Goal of the exercise: Search the records below for the word "column" and show every line where it occurs.

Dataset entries
>>>

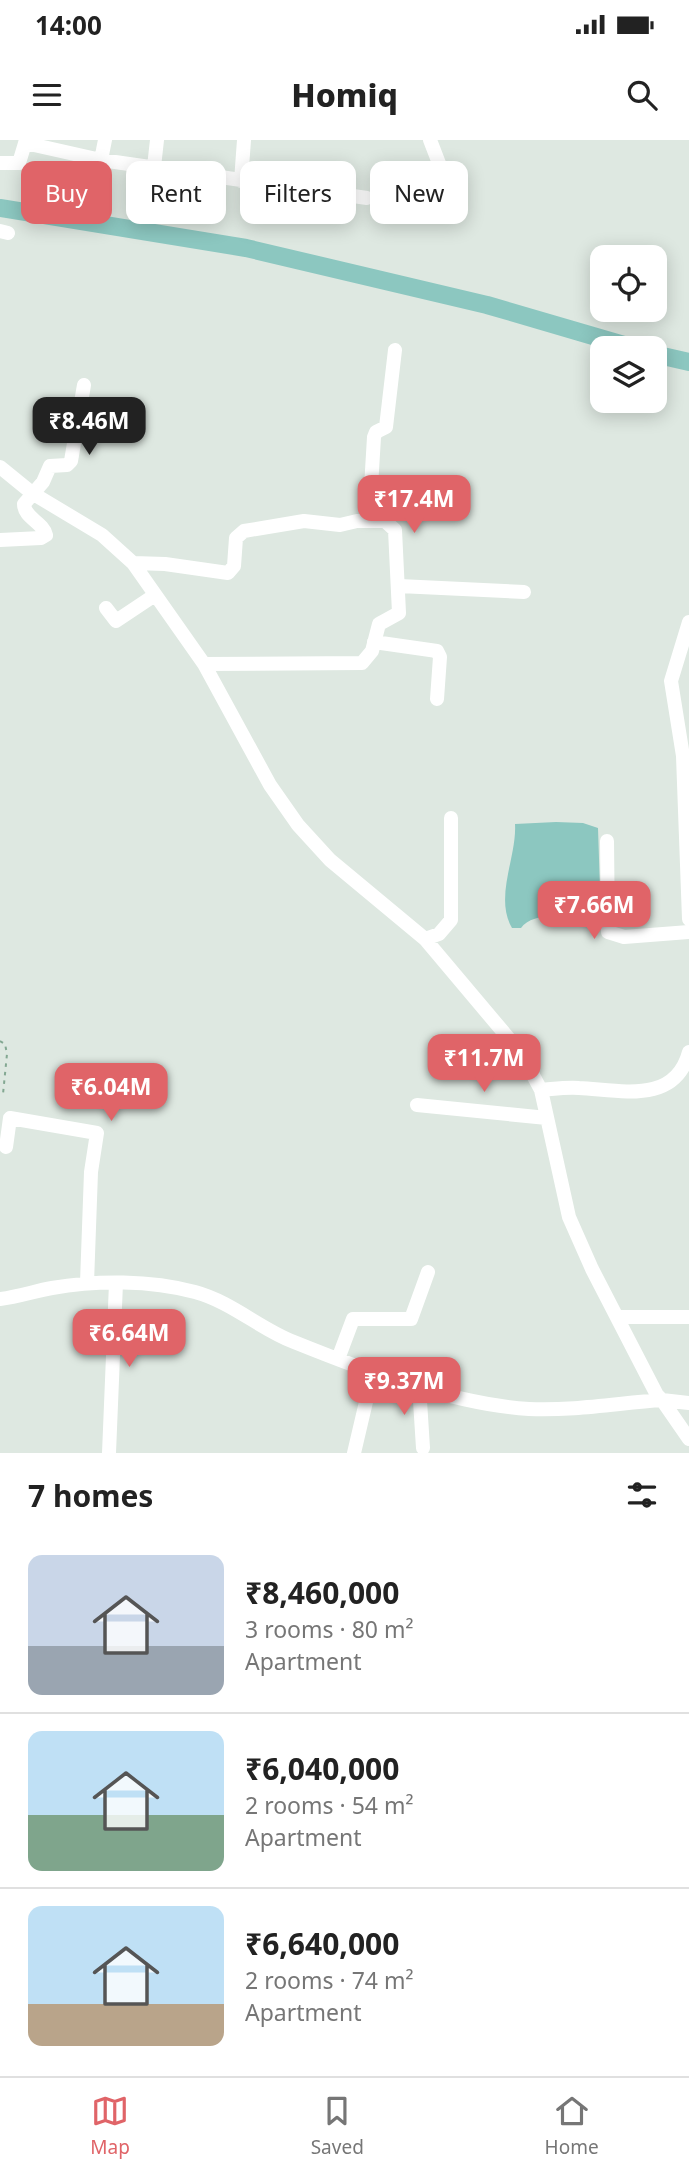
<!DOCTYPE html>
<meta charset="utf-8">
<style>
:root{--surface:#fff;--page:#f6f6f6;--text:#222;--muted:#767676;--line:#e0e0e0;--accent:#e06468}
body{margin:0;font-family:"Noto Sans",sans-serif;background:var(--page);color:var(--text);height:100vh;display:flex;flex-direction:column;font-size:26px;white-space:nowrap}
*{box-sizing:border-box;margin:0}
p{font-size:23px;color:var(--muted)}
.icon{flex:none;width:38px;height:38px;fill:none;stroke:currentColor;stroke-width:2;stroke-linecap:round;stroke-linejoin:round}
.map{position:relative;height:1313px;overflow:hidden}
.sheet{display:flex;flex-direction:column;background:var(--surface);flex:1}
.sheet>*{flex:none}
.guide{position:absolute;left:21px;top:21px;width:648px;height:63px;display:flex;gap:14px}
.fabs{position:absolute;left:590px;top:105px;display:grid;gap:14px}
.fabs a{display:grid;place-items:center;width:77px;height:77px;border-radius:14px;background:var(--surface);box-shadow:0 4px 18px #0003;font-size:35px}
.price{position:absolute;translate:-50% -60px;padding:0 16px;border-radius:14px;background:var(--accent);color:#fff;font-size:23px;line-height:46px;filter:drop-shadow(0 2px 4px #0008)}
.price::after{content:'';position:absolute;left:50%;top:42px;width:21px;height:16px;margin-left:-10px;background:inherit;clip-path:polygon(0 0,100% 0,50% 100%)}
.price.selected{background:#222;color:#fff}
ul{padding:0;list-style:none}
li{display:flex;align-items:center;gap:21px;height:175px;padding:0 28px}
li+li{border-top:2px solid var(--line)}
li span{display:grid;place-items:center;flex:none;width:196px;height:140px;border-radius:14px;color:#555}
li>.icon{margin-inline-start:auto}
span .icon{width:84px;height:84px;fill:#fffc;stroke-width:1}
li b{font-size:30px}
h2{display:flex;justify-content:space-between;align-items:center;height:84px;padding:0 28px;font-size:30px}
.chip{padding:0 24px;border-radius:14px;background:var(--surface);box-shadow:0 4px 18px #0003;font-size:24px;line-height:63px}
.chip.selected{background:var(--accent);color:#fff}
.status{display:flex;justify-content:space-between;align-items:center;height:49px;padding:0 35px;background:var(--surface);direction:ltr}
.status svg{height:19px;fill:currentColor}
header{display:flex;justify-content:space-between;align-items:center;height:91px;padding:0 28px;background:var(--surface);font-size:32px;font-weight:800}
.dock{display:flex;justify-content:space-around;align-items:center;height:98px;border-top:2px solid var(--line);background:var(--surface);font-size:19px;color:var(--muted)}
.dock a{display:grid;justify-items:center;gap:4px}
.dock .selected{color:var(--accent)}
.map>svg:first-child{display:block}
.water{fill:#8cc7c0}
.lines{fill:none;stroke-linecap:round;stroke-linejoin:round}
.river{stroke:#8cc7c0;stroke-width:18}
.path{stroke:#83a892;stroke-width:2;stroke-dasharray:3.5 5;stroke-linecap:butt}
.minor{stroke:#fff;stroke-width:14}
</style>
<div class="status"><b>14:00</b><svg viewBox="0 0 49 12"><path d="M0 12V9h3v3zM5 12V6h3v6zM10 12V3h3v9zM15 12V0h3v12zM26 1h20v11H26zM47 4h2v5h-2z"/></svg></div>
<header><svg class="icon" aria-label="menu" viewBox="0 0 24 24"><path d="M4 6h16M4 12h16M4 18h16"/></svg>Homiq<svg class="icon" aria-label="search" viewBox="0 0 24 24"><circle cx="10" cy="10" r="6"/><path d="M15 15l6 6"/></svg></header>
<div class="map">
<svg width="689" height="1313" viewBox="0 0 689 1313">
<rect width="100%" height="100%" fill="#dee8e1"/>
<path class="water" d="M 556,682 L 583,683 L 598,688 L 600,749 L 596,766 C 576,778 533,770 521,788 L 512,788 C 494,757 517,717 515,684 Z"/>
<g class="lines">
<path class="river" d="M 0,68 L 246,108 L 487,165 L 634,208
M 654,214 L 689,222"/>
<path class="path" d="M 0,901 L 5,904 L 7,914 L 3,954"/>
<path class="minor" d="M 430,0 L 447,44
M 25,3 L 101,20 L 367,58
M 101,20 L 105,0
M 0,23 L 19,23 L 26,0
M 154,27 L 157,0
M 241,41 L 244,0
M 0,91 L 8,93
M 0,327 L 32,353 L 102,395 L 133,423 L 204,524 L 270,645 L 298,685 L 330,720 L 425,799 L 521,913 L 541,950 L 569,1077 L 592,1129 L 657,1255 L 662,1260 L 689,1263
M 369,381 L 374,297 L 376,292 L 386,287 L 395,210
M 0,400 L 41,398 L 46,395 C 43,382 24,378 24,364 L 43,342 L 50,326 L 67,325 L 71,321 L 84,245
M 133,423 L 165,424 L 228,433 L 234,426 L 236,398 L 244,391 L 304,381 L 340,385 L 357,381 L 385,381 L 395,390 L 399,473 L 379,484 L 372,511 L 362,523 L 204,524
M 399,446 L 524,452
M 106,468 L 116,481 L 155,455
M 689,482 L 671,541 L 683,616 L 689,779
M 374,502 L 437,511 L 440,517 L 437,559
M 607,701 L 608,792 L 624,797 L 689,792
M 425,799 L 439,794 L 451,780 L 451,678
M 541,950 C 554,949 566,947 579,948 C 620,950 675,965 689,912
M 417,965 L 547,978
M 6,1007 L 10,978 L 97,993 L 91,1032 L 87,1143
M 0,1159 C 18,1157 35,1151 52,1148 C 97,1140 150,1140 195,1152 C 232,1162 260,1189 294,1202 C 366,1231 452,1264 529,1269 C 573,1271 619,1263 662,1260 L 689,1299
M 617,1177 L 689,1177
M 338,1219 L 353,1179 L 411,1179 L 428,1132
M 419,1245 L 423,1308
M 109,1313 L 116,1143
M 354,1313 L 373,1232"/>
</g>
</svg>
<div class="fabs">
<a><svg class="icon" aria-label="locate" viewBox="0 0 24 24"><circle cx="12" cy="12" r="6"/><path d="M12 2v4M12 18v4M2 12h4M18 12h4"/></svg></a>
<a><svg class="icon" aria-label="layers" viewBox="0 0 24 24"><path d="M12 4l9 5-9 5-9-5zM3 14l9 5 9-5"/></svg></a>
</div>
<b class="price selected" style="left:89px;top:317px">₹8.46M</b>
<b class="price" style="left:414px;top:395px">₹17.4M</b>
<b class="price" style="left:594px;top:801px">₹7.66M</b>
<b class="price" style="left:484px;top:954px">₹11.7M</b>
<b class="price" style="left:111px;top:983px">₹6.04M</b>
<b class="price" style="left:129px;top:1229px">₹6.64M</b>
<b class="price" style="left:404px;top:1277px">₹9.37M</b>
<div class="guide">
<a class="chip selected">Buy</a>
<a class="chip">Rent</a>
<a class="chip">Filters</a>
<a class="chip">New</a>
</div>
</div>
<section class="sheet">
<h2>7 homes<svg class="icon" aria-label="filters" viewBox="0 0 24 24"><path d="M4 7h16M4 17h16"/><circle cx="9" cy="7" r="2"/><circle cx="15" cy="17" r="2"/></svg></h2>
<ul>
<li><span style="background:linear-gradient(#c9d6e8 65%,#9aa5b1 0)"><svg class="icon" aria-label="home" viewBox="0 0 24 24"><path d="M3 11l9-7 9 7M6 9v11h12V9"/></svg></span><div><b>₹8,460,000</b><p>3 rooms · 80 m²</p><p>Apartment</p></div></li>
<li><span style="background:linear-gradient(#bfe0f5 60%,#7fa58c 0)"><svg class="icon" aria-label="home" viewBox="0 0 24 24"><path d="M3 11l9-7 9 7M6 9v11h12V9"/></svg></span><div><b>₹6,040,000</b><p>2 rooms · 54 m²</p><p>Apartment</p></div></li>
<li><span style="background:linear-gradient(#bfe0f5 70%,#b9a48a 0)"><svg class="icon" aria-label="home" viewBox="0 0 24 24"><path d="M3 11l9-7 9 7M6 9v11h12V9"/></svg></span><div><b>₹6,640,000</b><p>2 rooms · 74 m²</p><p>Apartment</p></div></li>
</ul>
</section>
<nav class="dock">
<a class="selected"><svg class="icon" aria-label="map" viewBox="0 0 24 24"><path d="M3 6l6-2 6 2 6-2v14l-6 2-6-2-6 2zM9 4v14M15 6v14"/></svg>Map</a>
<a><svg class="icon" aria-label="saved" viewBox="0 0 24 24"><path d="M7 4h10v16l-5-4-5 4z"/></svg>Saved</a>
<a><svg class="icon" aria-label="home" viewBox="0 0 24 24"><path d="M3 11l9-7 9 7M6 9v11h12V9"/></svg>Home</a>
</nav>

<<<

Solution to this task:
body{margin:0;font-family:"Noto Sans",sans-serif;background:var(--page);color:var(--text);height:100vh;display:flex;flex-direction:column;font-size:26px;white-space:nowrap}
.sheet{display:flex;flex-direction:column;background:var(--surface);flex:1}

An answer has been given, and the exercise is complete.